Ask HN: Please be more thoughtful when downvoting
Lately I've noticed far too many constructive comments that have been downvoted (usually without any explanation). Please stop this. It's okay to have comments that are not in support with the original post or your own thoughts. We don't have to shoot them down.
Downvoting is meant as a management tool to filter out comments that negatively impact the community, or ones that provide no substance or insight. Please do not downvote legitimate comments.
Thank you.
84 comments
[ 2.6 ms ] story [ 137 ms ] threadThe same is the case with Like buttons and upvotes, there's no difference.
The only person to lose karma is the one that gets downvoted.
It's free.
EDIT: Heh, I'm assuming the downvote came from testing?

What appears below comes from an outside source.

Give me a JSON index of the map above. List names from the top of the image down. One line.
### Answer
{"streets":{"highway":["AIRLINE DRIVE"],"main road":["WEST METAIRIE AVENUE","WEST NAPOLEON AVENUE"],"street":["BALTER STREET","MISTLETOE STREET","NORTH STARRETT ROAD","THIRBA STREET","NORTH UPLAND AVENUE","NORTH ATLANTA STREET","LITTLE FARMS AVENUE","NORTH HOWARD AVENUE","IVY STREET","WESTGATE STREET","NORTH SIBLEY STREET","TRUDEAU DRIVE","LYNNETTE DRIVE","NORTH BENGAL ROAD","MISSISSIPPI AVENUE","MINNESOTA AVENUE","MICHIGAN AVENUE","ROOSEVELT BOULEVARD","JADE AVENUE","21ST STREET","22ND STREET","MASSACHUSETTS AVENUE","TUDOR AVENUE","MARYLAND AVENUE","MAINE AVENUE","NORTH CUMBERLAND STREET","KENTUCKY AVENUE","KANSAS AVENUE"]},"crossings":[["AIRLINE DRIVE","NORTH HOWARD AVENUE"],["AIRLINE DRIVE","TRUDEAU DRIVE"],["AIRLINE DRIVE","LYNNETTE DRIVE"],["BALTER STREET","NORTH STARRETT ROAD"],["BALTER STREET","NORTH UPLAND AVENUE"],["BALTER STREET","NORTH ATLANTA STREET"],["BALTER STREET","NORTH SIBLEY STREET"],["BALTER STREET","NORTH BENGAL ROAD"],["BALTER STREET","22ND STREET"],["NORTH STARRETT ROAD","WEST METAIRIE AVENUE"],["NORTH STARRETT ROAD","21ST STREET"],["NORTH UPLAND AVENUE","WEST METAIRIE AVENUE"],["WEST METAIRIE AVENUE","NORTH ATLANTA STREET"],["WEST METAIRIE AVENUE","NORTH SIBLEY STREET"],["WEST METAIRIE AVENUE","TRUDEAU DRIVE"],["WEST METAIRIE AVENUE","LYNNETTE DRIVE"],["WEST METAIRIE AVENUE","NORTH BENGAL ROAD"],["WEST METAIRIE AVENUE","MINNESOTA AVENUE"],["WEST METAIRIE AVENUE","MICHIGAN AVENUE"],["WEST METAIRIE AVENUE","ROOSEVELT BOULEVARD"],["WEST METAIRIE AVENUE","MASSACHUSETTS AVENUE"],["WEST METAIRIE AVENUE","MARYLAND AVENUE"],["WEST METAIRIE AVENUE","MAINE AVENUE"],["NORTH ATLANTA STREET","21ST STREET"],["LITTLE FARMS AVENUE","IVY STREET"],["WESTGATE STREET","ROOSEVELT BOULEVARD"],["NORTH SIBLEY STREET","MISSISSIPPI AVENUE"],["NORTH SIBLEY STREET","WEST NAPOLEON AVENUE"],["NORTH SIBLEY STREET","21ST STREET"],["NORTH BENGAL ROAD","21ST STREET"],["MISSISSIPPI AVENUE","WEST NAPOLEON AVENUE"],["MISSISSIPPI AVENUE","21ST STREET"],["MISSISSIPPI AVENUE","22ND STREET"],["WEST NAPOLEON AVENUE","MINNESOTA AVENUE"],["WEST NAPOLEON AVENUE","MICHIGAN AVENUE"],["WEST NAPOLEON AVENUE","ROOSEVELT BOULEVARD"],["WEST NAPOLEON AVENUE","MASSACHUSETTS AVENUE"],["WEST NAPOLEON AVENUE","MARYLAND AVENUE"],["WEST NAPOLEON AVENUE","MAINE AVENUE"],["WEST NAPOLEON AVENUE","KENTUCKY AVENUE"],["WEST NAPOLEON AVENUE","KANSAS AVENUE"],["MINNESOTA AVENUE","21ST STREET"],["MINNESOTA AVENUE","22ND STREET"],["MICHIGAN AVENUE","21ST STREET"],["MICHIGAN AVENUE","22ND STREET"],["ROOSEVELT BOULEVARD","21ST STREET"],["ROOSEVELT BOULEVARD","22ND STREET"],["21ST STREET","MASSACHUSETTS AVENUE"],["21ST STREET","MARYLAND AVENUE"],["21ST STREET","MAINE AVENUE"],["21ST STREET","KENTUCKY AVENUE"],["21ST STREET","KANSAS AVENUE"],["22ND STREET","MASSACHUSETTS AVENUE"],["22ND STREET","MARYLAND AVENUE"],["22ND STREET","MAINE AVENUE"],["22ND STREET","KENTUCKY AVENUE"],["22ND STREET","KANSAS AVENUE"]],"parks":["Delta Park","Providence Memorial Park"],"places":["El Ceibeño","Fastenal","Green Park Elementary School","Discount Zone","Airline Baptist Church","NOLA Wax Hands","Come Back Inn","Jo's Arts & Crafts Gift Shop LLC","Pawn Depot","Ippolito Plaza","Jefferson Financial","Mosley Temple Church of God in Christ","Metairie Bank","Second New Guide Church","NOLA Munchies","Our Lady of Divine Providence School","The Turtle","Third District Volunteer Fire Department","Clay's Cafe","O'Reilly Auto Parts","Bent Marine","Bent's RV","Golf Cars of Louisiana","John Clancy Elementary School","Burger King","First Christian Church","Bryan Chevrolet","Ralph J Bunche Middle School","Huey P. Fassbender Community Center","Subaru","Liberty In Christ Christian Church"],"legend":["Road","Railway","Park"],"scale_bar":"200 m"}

That's not really the problem, top comments very often contain counterpoints to the submission. It's deeper in the comments where you can easily slip into the light grey even with pretty uncontroversial posts citing scientific sources but I think that's just caused by a low number of votes in general for those comments, not particularly "unthoughtful" downvoting.
Oh, and it's apparently OK to use up/downvoting to express dis/agreement: https://news.ycombinator.com/item?id=117171
I think that what a downvote says, regardless of what's intended, is "I do not want to see this type of post anymore." This makes sense if someone is misbehaving. I think it also makes sense for very extreme opinions.
But for simple disagreement? Just because I disagree with you does not mean I want you to stop expressing your viewpoint.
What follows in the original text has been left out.